■ What to do ■
For this exercise, retype each line of the material below verbatim and omit any picture.

■ Data excerpt ■
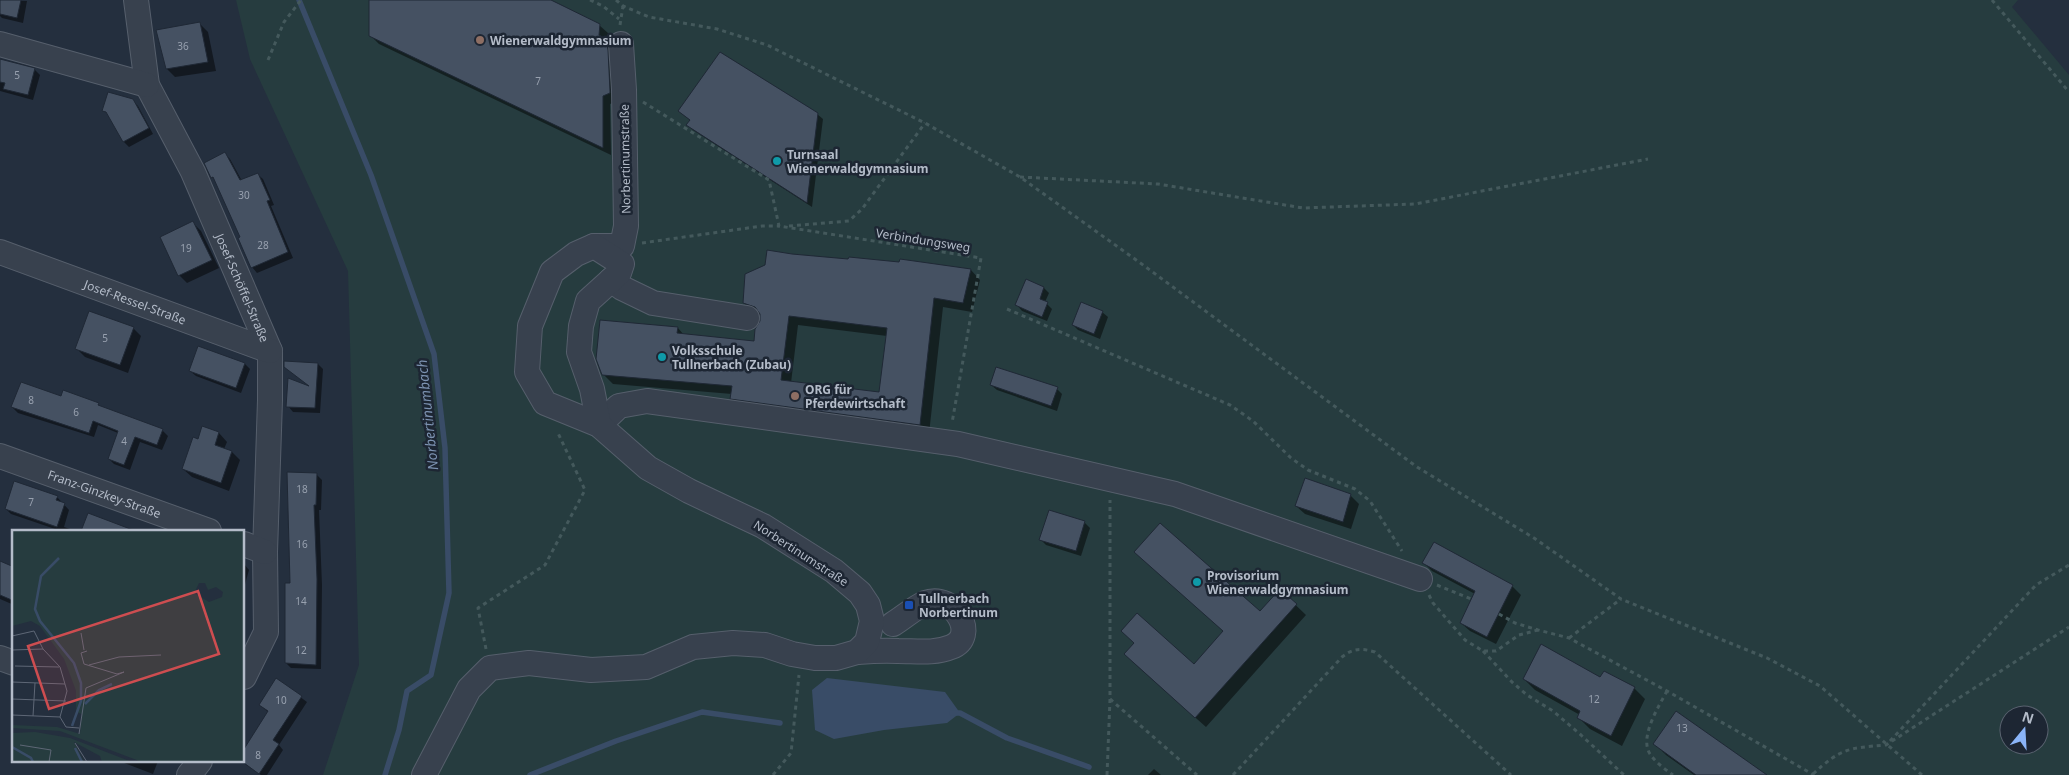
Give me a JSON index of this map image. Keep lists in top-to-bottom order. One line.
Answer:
{"streets":{"street":["Norbertinumstraße","Josef-Schöffel-Straße","Josef-Ressel-Straße","Franz-Ginzkey-Straße"],"path":["Verbindungsweg"]},"crossings":[["Josef-Schöffel-Straße","Josef-Ressel-Straße"]],"water":["Norbertinumbach"],"places":{"other":["Wienerwaldgymnasium","Turnsaal Wienerwaldgymnasium","Volksschule Tullnerbach (Zubau)","ORG für Pferdewirtschaft","Provisorium Wienerwaldgymnasium"],"transit":["Tullnerbach Norbertinum"]},"house_numbers":["36","5","7","30","28","19","5","8","6","4","18","7","16","14","12","12","10","13","8"],"north":"top"}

■ Exercise answer ■
Give me a JSON index of this map image. Keep lists in top-to-bottom order. One line.
Answer:
{"streets":{"street":["Norbertinumstraße","Josef-Schöffel-Straße","Josef-Ressel-Straße","Franz-Ginzkey-Straße"],"path":["Verbindungsweg"]},"crossings":[["Josef-Schöffel-Straße","Josef-Ressel-Straße"]],"water":["Norbertinumbach"],"places":{"other":["Wienerwaldgymnasium","Turnsaal Wienerwaldgymnasium","Volksschule Tullnerbach (Zubau)","ORG für Pferdewirtschaft","Provisorium Wienerwaldgymnasium"],"transit":["Tullnerbach Norbertinum"]},"house_numbers":["36","5","7","30","28","19","5","8","6","4","18","7","16","14","12","12","10","13","8"],"north":"top"}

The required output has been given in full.